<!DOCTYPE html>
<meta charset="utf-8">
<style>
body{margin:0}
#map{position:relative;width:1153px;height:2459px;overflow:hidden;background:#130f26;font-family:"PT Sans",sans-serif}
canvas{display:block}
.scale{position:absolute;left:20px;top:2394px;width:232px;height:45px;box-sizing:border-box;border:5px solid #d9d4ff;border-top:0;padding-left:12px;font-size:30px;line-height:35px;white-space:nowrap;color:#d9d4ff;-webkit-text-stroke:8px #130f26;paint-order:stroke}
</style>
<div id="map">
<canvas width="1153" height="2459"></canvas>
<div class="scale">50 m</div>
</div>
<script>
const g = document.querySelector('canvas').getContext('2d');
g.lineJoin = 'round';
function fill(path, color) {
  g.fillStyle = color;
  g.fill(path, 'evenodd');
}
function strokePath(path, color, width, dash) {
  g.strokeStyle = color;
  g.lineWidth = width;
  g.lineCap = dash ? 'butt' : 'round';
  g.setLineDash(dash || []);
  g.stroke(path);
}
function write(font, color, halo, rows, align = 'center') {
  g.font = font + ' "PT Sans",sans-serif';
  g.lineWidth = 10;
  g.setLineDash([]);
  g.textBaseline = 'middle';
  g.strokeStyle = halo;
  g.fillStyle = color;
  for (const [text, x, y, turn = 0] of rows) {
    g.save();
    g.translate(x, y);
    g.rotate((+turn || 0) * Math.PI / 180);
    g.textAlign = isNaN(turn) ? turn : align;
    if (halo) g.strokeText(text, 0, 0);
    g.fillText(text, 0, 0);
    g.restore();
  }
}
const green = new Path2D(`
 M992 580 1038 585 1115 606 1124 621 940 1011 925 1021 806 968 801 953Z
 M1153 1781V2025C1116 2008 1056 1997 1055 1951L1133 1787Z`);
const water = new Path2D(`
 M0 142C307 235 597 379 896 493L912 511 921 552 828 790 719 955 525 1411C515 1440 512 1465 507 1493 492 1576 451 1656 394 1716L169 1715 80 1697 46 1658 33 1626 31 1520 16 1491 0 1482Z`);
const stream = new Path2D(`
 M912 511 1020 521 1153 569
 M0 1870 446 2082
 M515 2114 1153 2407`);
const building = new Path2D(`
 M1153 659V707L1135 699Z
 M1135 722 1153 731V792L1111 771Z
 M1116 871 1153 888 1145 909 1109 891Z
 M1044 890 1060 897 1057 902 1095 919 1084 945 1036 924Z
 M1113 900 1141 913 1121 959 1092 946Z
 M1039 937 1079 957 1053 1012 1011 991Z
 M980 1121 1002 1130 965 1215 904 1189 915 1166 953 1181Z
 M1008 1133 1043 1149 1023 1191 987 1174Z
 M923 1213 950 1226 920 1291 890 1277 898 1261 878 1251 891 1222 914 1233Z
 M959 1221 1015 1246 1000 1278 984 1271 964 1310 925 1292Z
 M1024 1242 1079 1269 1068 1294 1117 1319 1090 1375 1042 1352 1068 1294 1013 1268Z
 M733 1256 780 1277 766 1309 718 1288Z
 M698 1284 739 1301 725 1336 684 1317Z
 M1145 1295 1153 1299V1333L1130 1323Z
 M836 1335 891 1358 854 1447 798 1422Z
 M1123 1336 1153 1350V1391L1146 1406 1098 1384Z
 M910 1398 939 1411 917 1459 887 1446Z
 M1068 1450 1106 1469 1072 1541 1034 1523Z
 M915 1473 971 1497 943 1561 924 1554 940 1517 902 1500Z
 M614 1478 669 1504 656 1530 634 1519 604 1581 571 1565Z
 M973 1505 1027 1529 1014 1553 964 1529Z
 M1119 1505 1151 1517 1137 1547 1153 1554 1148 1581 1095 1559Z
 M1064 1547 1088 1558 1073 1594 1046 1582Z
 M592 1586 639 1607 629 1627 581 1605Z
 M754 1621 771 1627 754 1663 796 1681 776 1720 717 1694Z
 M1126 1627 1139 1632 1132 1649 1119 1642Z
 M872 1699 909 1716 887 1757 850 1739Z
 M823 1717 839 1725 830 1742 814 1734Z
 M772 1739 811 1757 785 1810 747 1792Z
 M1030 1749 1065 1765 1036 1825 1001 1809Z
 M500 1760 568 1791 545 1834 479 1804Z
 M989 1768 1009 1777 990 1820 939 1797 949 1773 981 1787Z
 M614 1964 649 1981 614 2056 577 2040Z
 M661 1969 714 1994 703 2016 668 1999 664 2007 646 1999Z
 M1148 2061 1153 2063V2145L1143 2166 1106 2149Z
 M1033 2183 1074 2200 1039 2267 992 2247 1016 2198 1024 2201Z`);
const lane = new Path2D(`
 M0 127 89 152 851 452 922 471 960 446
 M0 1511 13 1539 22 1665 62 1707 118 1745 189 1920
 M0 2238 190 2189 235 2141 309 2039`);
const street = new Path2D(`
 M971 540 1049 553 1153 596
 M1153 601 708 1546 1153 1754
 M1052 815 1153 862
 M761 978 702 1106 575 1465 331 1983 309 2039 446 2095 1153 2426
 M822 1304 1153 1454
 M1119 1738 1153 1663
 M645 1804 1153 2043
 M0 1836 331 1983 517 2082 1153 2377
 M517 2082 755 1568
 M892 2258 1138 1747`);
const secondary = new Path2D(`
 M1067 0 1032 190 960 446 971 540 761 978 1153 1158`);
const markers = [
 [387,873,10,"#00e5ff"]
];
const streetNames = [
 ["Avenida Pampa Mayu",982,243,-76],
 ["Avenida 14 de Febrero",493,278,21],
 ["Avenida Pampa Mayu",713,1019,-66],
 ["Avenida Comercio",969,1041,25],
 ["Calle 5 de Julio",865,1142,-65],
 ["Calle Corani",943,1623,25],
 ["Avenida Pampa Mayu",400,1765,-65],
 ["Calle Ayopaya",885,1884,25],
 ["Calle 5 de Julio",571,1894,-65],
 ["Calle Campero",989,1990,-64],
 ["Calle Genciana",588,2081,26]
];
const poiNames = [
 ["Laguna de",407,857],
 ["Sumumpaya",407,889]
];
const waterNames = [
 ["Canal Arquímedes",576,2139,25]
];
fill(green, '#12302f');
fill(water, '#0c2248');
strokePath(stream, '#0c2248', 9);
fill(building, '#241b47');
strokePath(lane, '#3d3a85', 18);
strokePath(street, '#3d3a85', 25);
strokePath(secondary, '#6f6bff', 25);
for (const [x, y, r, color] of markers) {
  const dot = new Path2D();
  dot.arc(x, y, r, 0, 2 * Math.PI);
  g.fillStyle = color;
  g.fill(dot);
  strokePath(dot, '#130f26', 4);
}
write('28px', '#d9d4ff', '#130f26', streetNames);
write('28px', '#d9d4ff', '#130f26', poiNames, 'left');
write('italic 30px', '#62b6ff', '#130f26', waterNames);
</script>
--------------------------------
Required action:
Look through the entries above and quote exactly the lines from the line with "M1033 2183 1074" to the line with "dot.arc(x, y, r, 0, 2 * Math.PI);", counting both of those lines.

Answer for the task:
 M1033 2183 1074 2200 1039 2267 992 2247 1016 2198 1024 2201Z`);
const lane = new Path2D(`
 M0 127 89 152 851 452 922 471 960 446
 M0 1511 13 1539 22 1665 62 1707 118 1745 189 1920
 M0 2238 190 2189 235 2141 309 2039`);
const street = new Path2D(`
 M971 540 1049 553 1153 596
 M1153 601 708 1546 1153 1754
 M1052 815 1153 862
 M761 978 702 1106 575 1465 331 1983 309 2039 446 2095 1153 2426
 M822 1304 1153 1454
 M1119 1738 1153 1663
 M645 1804 1153 2043
 M0 1836 331 1983 517 2082 1153 2377
 M517 2082 755 1568
 M892 2258 1138 1747`);
const secondary = new Path2D(`
 M1067 0 1032 190 960 446 971 540 761 978 1153 1158`);
const markers = [
 [387,873,10,"#00e5ff"]
];
const streetNames = [
 ["Avenida Pampa Mayu",982,243,-76],
 ["Avenida 14 de Febrero",493,278,21],
 ["Avenida Pampa Mayu",713,1019,-66],
 ["Avenida Comercio",969,1041,25],
 ["Calle 5 de Julio",865,1142,-65],
 ["Calle Corani",943,1623,25],
 ["Avenida Pampa Mayu",400,1765,-65],
 ["Calle Ayopaya",885,1884,25],
 ["Calle 5 de Julio",571,1894,-65],
 ["Calle Campero",989,1990,-64],
 ["Calle Genciana",588,2081,26]
];
const poiNames = [
 ["Laguna de",407,857],
 ["Sumumpaya",407,889]
];
const waterNames = [
 ["Canal Arquímedes",576,2139,25]
];
fill(green, '#12302f');
fill(water, '#0c2248');
strokePath(stream, '#0c2248', 9);
fill(building, '#241b47');
strokePath(lane, '#3d3a85', 18);
strokePath(street, '#3d3a85', 25);
strokePath(secondary, '#6f6bff', 25);
for (const [x, y, r, color] of markers) {
  const dot = new Path2D();
  dot.arc(x, y, r, 0, 2 * Math.PI);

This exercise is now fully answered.